L’estate 2017 è stata disastrosa per la siccità abbattutasi sulle nostre coltivazioni, prima per il gelo nella tarda primavera, poi per la siccità, quindi con quelle che chiamano le bombe d’acqua su Roma e il Lazio nonché su Livorno. Per l’agricoltura e l’agroalimentare la situazione è stata complicata non poco dai fenomeni tellurici in Italia Centrale che hanno pressoché distrutto fattorie e allevamenti. Stando alle valutazioni, i danni che hanno fatto crollare il Pil di un’intera area, peraltro senza alcuna rifusione pubblica per ora degli eventi disastrosi, sono racchiusi in poche cifre richiamate dalle categorie professionali: almeno due miliardi di euro, meno del 41% di pioggia caduta contemporaneamente ai fenomeni siccitosi aggravatesi come in Toscana dove la mancanza di pioggia ha raggiunto il 57% circa.

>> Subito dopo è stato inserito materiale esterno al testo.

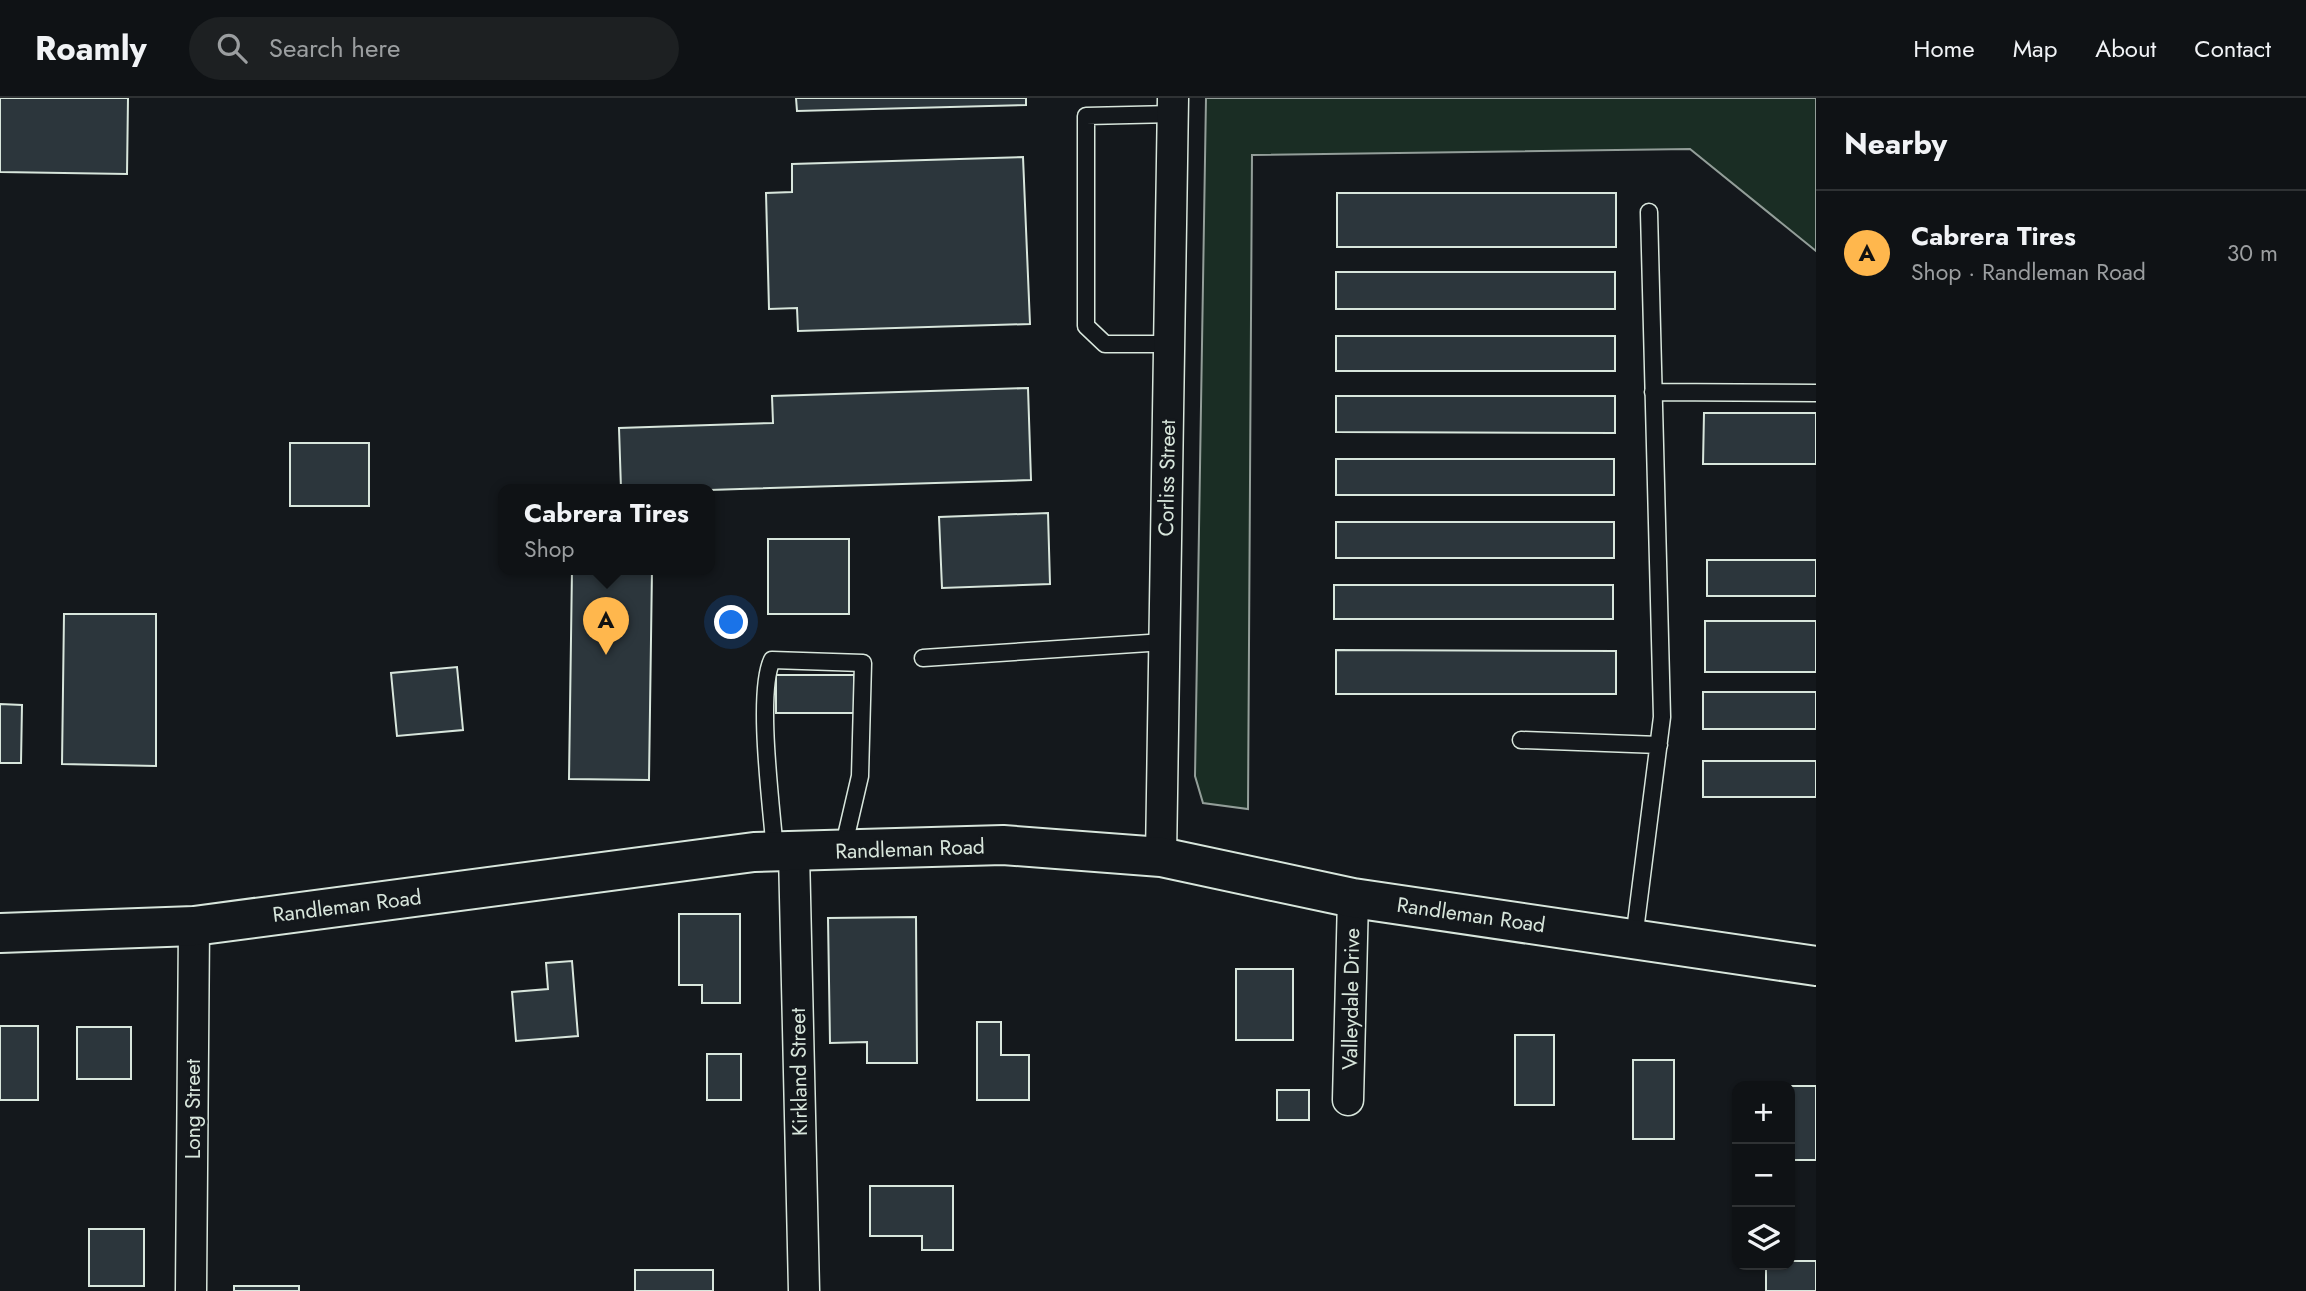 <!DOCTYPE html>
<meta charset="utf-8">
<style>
:root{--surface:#0f1215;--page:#1d2022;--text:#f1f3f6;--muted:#9b9ea0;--line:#2f3234;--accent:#ffb74d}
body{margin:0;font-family:Jost,sans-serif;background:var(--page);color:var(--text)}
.controls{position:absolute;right:21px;bottom:21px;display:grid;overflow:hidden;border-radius:14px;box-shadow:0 2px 5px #0004}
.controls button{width:63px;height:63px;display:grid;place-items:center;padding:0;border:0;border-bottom:2px solid var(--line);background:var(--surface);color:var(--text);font:35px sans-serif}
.you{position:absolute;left:732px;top:525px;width:24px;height:24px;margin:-18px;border:5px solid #fff;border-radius:50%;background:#1a73e8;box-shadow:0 0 0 10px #1a73e833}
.badge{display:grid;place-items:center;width:46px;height:46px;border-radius:50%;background:var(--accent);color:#111;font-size:23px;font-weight:700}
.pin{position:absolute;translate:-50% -58px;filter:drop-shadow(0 2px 4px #0008)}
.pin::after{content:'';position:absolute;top:37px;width:24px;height:21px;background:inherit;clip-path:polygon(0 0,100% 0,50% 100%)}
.popup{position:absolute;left:498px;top:386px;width:217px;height:91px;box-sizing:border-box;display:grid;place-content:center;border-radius:14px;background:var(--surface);filter:drop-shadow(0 2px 5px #0005);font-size:23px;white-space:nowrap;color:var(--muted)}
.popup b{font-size:26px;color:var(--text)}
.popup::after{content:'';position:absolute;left:50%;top:100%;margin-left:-14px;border:14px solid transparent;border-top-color:var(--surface)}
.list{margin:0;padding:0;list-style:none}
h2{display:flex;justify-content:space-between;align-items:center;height:91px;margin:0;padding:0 28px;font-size:30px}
h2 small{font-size:23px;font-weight:400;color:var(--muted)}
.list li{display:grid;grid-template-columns:46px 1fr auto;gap:21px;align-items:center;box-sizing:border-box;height:126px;padding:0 28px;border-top:2px solid var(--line)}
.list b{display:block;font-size:26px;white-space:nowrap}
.list p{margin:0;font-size:23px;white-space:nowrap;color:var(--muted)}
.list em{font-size:23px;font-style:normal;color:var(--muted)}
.icon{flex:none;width:38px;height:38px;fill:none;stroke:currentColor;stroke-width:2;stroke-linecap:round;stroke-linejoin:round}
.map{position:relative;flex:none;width:1816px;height:1193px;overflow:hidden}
header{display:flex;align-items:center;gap:42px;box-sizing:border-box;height:98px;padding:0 35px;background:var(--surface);border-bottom:2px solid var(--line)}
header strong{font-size:33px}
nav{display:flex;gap:38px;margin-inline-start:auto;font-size:24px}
.search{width:490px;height:63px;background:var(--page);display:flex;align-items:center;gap:18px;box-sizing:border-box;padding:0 24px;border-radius:38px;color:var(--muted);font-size:26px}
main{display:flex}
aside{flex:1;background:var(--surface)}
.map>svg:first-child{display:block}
</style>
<header>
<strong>Roamly</strong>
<div class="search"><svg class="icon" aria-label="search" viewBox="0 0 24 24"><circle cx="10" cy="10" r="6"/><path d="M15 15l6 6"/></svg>Search here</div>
<nav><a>Home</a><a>Map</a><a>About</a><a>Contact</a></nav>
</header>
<main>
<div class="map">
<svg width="1816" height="1193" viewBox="0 0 1816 1193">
<rect width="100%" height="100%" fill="#14181c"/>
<path fill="#1a2d24" stroke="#939e99" stroke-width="2" d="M 1206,0 L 1816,0 L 1816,153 L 1690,51 L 1252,57 L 1248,711 L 1203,705 L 1195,678 Z"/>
<path fill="#2c363c" stroke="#d8e6dc" stroke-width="2" d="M 0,0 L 128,0 L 127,76 L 0,74 Z
M 796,0 L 1026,0 L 1026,7 L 797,13 Z
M 1023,59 L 1030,226 L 798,233 L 797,210 L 769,211 L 766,95 L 792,94 L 792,66 Z
M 1337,95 L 1616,95 L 1616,149 L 1337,149 Z
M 1336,174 L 1615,174 L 1615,211 L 1336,211 Z
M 1336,238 L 1615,238 L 1615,273 L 1336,273 Z
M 1028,290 L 1031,382 L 709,392 L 621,391 L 619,330 L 773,325 L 772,298 Z
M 1336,298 L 1615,298 L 1615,335 L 1336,334 Z
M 1704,315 L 1816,315 L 1816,366 L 1703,366 Z
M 290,345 L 369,345 L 369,408 L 290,408 Z
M 1336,361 L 1614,361 L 1614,397 L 1336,397 Z
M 1048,415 L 1050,486 L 942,490 L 939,419 Z
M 1336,424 L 1614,424 L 1614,460 L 1336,460 Z
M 768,441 L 849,441 L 849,516 L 768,516 Z
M 1707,462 L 1816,462 L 1816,498 L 1707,498 Z
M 572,471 L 652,471 L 649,682 L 569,681 Z
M 1334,487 L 1613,487 L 1613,521 L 1334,521 Z
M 64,516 L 156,516 L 156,668 L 62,666 Z
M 1705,523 L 1816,523 L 1816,574 L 1705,574 Z
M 1336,552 L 1616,553 L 1616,596 L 1336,596 Z
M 457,569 L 463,632 L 397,638 L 391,575 Z
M 776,577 L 854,577 L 854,615 L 776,615 Z
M 1703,594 L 1816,594 L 1816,631 L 1703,631 Z
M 0,606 L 22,607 L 21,665 L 0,665 Z
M 1703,663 L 1816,663 L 1816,699 L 1703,699 Z
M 679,816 L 740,816 L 740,905 L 702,905 L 702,887 L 679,887 Z
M 916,819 L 917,965 L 867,965 L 867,944 L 830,945 L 828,820 Z
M 572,863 L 578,938 L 516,943 L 512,894 L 548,891 L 546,865 Z
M 1236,871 L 1293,871 L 1293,942 L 1236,942 Z
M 977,924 L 1001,924 L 1001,957 L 1029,957 L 1029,1002 L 977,1002 Z
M 0,928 L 38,928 L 38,1002 L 0,1002 Z
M 77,929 L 131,929 L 131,981 L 77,981 Z
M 1515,937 L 1554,937 L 1554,1007 L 1515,1007 Z
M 707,956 L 741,956 L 741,1002 L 707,1002 Z
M 1633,962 L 1674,962 L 1674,1041 L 1633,1041 Z
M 1773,988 L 1816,988 L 1816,1062 L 1790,1062 L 1790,988 Z
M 1277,992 L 1309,992 L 1309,1022 L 1277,1022 Z
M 870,1088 L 953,1088 L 953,1152 L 922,1152 L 922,1138 L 870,1138 Z
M 89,1131 L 144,1131 L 144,1188 L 89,1188 Z
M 1790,1163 L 1816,1163 L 1816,1193 L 1766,1193 L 1766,1167 L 1790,1167 Z
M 635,1172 L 713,1172 L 713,1193 L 635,1193 Z
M 234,1188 L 299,1188 L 299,1193 L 234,1193 Z"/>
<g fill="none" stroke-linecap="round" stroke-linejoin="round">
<defs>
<path id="service" d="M 1169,246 L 1105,246 L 1086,228 L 1086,18 L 1173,16
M 1653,294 L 1816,295
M 923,560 L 1164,544
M 1521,642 L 1659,647
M 775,754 C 772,712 756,596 772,562 L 863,565 L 860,678 L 843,751
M 1634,841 L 1662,619 L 1649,114"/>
<path id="minor" d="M 794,755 L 804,1193
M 1161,759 L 1173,0
M 1348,1002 L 1353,800
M 191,1193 L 194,828"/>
<path id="primary" d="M 0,835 L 194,828 L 754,754 L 1003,747 L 1161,759 L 1353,800 L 1816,868"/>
</defs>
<use href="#service" stroke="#d8e6dc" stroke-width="19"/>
<use href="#minor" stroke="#d8e6dc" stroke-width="33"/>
<use href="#primary" stroke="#d8e6dc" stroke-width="42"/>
<use href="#service" stroke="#14181c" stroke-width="16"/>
<use href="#minor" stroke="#14181c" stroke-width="30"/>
<use href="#primary" stroke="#14181c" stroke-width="38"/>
</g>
<g text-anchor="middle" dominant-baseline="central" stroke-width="5" stroke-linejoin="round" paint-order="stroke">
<g font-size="21" fill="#d8e6dc" stroke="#14181c">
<text transform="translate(1167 380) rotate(-89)">Corliss Street</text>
<text transform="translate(910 751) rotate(-2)">Randleman Road</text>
<text transform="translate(347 808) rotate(-7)">Randleman Road</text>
<text transform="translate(1471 817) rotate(8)">Randleman Road</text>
<text transform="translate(1351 901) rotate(-89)">Valleydale Drive</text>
<text transform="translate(799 974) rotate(-91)">Kirkland Street</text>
<text transform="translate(193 1011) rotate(-90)">Long Street</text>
</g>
</g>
</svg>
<div class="controls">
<button>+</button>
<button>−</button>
<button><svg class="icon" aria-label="layers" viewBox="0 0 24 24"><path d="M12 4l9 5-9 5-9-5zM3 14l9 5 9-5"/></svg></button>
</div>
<div class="you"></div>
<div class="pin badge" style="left:606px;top:557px">A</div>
<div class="popup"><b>Cabrera Tires</b>Shop</div>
</div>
<aside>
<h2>Nearby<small></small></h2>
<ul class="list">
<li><span class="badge">A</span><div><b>Cabrera Tires</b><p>Shop · Randleman Road</p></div><em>30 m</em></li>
</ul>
</aside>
</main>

Questo “quadro”, che forse attende adeguamenti pubblici finanziari, ha nuovamente portato all’attenzione l’argomento della gestione del rischio in campagna, reso più importante dalle critiche ai piani pubblici, come ad esempio quelle manifestate da Confagricoltura. Il periodico L’Agricoltore del Vercellese e del Biellese (direttore Paolo Guttardi) nel suo ultimo numero in diffusione ha fatto rilevare due aspetti: i denari erogati per sostenere i premi assicurativi pubblici destinati ai consorzi sono pochi rispetto agli stanziamenti teorici; e la Regione Piemonte con gli stanziamenti avari che avrebbero dovuto sostenere tutti i piani di sviluppo rurale, fra i quali anche quelli riguardanti le assicurazioni, si sarebbe messa in condizione di non spendere i soldi a disposizione. Di conseguenza, stando a L’Agricoltore, gli stanziamenti non impiegati rischiano di essere restituiti a Bruxelles con un danno evidente per il settore primaio subalpino. Però alla fine di luglio il ministero per le Politiche Agricole allo scopo di combattere la siccità e la scarsità d’acqua addotta ai canali ha stanziato 700 milioni di Euro per il fondo di solidarietà nazionale e per i fondi europei Pac nonché altri 700 milioni di Euro per il piano di rafforzamento delle infrastrutture agricole. Il tema della assicurazione contro i cambiamenti climatici, che anche riguarda il cibo e gli sprechi nell’ambito dello sviluppo e ammodernamento, con un piano voluto da Maurizio Martina, ministro delle Politiche Agricole, sarà probabilmente affrontato a Bergamo a metà ottobre nell’ambito del G7 dell’Agricoltura. All’assise, una delle tante del 2017 con la serie svoltasi inizialmente a Taormina dedicata alla economia e alla cultura, parteciperanno gli esperti di Italia, Francia, Germania, Gran Bretagna, Canada, Usa. In tutti questi Paesi l’alimentazione, assicurata dalla agricoltura, è centrale. E per tutti è importante il rapido contenimento con fondi specifici delle mutate manifestazioni climatiche, appunto fronteggiato dalla gestione del rischio, nonostante l’atteggiamento sostanzialmente contrario di Donald Trump dopo le conclusioni del summit di Parigi sulle modifiche dell’ambente e delle sue conseguenze, ancora più concrete dopo i tornado in California e nei Caraibi.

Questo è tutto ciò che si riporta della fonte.